Targeting follicular helper T cells across multiple autoimmune diseases

There are more than 80 different autoimmune conditions and often people develop more than one at a time.

They can affect people of any age and last a life-time, potentially resulting in decades of ill health and medical costs.

On the face of it, these diseases seem very different from one another, with completely different symptoms affecting distinct parts of the body.

However at a mechanistic level, when we try to unpick the early events that trigger the development of these diseases we can find common ground. Long before any symptoms develop, there are changes in how cells of the immune system behave.

White blood cells called T cells play an important role in determining whether an immune response takes place – either against a part of our own body (an auto-immune response) or against an infection.

T cells that have the potential to cause autoimmune disease exist in all of us, but are normally tightly regulated so they don’t become activated – in particular they are prevented from interacting with another type of white blood cells, B cells.

Data from our lab and others suggests that when regulation starts to fail, one of the first things that happens is that T cells start to collaborate with B cells and immune responses begin to develop.

These interactions trigger autoantibodies to be produced – soluble proteins in the blood that can be measured clinically to test if someone is developing a particular condition. In type 1 diabetes, the presence of islet autoantibodies precedes the development of overt diabetes by many years. The T cells that collaborate with B cells are called follicular helper T cells, or Tfh.

Interestingly, the number and appearance of Tfh starts to change early on in multiple different autoimmune diseases, including type 1 diabetes, rheumatoid arthritis, lupus, multiple sclerosis and many more. Data from animal models suggest that Tfh may be important in driving disease. Approaches to target these cells would be a novel way of intervening in relevant to multiple different conditions.

One problem is that there is no single marker that identifies Tfh so they are difficult to selectively target with drugs.
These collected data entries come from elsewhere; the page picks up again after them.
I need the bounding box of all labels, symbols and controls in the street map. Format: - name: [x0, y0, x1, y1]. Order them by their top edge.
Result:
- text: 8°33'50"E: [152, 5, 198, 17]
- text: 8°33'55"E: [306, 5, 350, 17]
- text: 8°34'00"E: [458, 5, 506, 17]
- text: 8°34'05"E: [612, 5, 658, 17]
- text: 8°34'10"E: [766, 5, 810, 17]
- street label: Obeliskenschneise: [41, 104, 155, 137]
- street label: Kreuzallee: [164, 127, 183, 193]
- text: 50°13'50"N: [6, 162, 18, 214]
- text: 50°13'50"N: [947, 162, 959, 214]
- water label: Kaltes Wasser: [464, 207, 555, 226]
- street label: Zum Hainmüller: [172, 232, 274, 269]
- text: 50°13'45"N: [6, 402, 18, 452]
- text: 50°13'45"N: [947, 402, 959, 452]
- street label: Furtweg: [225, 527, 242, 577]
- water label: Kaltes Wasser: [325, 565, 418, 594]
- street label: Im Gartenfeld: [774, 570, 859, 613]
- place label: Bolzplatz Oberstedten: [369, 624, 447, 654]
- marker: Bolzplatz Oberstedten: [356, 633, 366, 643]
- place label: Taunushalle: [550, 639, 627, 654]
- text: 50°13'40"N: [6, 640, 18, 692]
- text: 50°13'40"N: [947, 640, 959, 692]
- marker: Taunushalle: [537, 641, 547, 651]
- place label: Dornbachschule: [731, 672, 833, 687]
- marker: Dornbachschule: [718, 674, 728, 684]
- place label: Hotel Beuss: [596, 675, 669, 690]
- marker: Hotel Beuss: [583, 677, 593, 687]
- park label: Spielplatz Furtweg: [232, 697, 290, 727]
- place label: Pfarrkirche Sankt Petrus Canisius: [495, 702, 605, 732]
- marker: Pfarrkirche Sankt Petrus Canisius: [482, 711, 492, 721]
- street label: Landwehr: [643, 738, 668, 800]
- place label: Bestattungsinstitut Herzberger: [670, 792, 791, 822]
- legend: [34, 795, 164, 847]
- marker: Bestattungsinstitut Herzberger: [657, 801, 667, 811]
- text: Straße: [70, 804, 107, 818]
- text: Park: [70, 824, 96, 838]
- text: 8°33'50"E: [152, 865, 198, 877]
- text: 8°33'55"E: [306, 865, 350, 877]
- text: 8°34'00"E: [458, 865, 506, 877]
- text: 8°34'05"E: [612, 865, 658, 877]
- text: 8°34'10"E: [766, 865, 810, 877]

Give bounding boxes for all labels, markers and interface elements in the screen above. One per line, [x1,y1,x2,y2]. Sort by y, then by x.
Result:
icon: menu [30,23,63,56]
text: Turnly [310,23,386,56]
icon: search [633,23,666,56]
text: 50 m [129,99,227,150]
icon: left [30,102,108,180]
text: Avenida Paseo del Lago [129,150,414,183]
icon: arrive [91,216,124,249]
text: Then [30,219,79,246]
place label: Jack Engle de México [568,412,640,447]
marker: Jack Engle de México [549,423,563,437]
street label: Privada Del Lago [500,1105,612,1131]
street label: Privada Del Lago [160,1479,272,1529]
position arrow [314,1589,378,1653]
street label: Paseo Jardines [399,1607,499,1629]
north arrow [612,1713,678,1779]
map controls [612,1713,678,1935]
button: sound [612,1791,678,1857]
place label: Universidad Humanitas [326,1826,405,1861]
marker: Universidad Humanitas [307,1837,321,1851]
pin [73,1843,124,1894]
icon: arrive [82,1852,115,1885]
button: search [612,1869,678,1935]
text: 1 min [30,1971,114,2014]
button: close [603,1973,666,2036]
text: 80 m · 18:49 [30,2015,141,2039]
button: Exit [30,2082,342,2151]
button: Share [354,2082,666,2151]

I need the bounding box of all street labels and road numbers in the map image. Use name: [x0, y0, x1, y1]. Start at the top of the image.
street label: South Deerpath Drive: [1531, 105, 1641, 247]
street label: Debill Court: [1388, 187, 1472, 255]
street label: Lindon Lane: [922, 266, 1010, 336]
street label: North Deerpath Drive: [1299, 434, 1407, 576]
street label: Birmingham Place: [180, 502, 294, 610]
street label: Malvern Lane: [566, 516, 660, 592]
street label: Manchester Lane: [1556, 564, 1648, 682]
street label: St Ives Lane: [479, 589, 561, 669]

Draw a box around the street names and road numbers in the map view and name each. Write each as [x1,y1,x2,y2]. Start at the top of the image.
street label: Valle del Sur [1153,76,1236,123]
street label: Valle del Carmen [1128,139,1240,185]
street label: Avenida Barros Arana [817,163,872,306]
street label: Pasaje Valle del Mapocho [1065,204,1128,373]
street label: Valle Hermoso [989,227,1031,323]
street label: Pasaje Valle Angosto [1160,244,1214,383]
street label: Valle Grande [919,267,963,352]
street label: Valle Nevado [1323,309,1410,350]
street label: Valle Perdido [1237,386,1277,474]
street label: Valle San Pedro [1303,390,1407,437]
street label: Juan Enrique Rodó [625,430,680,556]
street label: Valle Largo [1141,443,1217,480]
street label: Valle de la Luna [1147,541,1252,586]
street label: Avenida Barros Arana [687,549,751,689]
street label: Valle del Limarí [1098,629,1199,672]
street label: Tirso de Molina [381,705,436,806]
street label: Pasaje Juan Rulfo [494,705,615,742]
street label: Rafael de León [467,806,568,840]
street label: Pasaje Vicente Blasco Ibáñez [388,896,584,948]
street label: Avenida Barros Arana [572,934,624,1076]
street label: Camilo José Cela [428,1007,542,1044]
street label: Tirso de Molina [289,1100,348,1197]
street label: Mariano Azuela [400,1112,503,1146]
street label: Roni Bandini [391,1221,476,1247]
To overcome this, we have brought together 2 different scientific disciplines (cellular immunology and organic chemistry) to try and tackle this in a new way.

Using a new chemical approach, we can target 2 markers on a cell at the same time, opening up the possibility to deliver a toxic drug just to the Tfh cells.

We plan to test whether this approach can kill Tfh cells in plastic dishes and also in live animals (in 2 different mouse models of autoimmune disease). We also plan to start making the human equivalent of the drug and testing it on human cells in the lab.

Ultimately our goal is to deploy this as a new way to intervene across multiple autoimmune settings, early in disease and potentially prior to symptom development.